■ AVAILABLE RECORDS:
Content starts

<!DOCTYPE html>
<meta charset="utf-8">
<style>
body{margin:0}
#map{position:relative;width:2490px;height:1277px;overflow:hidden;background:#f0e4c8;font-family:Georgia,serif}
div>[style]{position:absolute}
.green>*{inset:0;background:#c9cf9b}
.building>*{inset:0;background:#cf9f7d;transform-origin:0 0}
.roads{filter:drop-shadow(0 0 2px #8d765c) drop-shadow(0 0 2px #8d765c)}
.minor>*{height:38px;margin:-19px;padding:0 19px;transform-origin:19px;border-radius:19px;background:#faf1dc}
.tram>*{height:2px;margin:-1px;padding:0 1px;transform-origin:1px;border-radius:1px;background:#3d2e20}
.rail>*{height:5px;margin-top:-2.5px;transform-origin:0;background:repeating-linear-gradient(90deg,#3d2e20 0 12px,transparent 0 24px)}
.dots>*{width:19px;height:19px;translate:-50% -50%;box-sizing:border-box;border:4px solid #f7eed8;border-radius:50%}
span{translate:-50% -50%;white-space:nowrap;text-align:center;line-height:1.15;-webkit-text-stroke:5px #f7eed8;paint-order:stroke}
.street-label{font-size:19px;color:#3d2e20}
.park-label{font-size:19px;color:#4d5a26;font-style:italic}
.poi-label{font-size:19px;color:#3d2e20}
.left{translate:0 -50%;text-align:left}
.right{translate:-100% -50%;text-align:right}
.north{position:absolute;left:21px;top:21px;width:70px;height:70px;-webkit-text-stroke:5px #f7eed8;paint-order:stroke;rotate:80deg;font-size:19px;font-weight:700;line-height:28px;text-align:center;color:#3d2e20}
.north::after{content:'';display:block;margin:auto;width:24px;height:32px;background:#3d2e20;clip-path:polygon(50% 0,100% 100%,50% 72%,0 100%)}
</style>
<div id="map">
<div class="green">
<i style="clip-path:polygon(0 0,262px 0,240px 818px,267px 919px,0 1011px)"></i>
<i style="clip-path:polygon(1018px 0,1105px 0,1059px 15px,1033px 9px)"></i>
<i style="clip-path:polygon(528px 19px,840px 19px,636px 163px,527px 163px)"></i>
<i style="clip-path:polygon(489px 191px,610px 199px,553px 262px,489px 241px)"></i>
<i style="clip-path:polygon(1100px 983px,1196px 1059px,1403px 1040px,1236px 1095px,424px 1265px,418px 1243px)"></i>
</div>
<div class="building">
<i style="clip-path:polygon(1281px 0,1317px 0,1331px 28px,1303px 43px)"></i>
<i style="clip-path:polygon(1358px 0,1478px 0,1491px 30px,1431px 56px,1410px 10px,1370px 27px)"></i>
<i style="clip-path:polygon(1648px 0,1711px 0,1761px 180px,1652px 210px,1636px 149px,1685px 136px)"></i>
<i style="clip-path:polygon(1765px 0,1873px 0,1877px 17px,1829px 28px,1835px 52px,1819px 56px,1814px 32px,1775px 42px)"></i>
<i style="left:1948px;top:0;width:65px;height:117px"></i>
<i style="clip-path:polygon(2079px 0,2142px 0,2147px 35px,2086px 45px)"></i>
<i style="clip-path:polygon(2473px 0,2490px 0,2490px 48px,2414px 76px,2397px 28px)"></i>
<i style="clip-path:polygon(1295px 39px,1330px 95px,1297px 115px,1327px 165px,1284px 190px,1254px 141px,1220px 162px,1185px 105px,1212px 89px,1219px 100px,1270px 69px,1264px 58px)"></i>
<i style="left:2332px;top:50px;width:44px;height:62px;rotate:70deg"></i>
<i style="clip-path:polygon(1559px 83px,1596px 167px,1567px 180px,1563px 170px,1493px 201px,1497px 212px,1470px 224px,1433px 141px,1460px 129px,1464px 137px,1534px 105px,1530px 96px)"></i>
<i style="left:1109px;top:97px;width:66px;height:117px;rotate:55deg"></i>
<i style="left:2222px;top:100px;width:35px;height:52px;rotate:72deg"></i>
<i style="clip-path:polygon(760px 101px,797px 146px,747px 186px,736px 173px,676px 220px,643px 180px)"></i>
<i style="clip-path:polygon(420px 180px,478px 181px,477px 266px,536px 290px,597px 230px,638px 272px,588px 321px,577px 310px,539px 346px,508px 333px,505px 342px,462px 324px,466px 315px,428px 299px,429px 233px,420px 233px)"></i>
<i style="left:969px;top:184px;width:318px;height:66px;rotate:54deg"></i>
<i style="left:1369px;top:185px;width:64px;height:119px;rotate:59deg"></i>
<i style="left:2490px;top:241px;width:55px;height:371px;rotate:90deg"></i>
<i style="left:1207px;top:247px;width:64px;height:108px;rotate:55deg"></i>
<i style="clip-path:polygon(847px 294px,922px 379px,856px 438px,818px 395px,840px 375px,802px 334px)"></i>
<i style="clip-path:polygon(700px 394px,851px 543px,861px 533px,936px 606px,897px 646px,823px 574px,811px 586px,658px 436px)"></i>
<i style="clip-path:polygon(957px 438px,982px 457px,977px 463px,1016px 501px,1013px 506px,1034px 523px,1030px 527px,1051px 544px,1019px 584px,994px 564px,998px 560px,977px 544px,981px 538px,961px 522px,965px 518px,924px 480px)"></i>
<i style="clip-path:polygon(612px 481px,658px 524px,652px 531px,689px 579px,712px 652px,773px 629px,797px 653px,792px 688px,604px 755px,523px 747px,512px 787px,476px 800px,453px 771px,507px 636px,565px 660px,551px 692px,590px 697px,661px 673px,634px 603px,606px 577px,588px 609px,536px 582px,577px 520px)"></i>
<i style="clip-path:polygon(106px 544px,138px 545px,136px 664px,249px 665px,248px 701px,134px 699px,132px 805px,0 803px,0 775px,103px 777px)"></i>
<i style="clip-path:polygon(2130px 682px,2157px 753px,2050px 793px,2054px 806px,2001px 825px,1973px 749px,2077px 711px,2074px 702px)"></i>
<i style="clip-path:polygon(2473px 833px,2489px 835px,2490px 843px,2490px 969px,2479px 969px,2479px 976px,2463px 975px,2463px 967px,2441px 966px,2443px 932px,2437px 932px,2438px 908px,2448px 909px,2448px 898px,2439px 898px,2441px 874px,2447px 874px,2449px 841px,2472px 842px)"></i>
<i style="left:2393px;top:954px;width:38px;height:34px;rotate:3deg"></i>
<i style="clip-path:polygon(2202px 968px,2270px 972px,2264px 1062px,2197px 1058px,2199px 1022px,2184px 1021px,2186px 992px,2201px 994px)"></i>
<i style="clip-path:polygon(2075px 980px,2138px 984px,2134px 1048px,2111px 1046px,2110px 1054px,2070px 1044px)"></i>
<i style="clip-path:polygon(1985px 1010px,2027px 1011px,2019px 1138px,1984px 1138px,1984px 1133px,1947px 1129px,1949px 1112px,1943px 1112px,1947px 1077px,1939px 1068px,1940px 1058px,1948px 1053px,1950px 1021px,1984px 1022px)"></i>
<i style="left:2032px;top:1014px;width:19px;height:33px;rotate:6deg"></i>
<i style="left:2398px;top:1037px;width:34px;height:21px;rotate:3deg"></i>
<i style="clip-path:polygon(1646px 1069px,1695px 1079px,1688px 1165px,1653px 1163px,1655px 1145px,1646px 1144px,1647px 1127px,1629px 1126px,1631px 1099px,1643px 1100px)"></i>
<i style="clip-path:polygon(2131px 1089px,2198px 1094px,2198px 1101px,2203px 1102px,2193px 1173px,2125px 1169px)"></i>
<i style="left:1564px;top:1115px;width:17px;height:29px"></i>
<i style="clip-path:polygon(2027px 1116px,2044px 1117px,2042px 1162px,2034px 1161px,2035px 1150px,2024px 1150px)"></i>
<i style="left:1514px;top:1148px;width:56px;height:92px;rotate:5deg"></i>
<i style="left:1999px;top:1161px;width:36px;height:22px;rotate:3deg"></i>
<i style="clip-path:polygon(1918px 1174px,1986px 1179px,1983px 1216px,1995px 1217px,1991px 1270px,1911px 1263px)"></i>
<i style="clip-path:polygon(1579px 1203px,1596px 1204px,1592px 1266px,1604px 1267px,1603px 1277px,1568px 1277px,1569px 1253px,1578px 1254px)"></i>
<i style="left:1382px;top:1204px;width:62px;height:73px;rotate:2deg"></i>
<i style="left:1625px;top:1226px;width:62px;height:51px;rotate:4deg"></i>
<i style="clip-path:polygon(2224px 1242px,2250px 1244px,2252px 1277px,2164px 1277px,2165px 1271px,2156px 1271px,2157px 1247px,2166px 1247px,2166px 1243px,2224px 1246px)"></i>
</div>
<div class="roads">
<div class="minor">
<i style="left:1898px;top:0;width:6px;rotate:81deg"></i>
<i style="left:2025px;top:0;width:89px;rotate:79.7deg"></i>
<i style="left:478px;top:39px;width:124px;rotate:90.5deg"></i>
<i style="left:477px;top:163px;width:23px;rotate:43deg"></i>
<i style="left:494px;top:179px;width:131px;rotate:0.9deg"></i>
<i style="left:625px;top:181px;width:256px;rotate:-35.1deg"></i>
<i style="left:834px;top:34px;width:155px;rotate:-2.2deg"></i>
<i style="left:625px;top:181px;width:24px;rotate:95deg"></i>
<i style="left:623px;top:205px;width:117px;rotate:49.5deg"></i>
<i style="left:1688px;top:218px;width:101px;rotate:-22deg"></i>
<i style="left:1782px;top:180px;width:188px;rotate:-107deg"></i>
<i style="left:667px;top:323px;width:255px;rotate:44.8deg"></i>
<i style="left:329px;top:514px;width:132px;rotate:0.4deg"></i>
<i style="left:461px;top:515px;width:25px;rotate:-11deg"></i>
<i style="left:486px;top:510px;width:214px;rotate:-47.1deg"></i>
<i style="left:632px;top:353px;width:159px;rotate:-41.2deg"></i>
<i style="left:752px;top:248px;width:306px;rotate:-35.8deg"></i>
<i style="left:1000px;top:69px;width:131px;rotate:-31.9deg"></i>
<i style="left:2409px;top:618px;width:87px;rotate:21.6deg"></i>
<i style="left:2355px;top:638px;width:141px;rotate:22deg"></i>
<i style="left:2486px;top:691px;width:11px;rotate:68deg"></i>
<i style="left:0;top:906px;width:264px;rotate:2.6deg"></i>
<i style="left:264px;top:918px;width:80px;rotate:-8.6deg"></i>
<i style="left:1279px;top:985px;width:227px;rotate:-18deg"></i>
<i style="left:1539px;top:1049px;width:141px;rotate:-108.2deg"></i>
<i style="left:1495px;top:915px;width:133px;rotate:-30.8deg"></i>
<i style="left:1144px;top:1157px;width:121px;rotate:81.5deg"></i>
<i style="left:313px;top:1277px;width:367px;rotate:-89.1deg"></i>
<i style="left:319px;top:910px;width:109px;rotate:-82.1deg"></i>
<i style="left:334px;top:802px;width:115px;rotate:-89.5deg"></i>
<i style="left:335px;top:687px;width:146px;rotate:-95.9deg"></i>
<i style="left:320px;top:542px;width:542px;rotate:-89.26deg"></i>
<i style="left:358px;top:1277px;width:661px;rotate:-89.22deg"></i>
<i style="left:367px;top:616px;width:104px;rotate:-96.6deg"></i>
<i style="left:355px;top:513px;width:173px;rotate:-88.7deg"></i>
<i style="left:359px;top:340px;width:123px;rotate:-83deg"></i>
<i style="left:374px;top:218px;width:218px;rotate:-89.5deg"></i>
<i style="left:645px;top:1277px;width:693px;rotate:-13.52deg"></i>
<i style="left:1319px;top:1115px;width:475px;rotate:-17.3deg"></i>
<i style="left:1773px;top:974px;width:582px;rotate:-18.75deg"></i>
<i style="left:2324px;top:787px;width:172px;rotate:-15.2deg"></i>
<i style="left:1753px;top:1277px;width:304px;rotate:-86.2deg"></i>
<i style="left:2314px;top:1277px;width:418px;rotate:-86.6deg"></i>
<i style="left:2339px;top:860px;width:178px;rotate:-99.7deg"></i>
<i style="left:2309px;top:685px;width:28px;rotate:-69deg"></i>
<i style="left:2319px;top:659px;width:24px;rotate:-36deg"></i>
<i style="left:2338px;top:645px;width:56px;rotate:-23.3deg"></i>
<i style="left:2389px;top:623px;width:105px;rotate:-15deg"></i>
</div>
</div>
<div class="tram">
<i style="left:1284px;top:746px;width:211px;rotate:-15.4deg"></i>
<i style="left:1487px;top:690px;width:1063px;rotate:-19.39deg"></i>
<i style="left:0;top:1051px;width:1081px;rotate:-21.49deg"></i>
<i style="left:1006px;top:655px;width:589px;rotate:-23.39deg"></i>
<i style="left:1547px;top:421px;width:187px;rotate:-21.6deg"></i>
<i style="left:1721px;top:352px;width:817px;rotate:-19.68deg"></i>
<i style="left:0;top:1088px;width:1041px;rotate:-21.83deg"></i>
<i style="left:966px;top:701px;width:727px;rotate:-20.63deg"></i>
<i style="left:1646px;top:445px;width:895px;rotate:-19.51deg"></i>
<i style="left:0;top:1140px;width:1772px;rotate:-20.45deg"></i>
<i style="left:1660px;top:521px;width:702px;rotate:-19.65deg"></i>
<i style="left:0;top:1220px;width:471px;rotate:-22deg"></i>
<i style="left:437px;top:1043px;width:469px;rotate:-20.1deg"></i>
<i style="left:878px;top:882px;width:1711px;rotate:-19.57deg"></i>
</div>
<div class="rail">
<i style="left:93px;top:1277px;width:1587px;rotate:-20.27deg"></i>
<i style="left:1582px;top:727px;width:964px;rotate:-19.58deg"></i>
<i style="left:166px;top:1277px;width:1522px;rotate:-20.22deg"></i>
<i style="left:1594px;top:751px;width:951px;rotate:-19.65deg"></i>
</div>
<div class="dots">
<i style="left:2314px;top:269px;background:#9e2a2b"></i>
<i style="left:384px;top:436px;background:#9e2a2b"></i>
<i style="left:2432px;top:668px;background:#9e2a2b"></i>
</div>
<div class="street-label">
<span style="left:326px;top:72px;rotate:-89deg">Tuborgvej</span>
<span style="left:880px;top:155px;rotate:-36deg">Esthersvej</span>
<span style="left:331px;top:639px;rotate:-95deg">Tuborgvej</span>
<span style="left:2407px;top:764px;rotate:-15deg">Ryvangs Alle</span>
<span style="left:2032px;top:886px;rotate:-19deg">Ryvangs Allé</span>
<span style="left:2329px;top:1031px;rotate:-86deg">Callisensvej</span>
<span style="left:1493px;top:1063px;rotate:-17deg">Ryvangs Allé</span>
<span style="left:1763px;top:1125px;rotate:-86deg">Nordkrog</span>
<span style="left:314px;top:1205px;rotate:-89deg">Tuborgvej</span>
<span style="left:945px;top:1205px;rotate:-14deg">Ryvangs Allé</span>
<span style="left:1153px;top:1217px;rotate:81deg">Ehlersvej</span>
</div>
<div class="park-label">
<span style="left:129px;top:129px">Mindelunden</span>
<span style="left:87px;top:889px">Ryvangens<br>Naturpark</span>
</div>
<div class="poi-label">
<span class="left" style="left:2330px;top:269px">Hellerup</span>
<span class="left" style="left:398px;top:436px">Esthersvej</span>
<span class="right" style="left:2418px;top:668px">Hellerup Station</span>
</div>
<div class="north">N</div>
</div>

Content ends

Set down each line of the material verbatim, from the first line through the line that contains "2px #8d765c) drop-shadow(0".

<!DOCTYPE html>
<meta charset="utf-8">
<style>
body{margin:0}
#map{position:relative;width:2490px;height:1277px;overflow:hidden;background:#f0e4c8;font-family:Georgia,serif}
div>[style]{position:absolute}
.green>*{inset:0;background:#c9cf9b}
.building>*{inset:0;background:#cf9f7d;transform-origin:0 0}
.roads{filter:drop-shadow(0 0 2px #8d765c) drop-shadow(0 0 2px #8d765c)}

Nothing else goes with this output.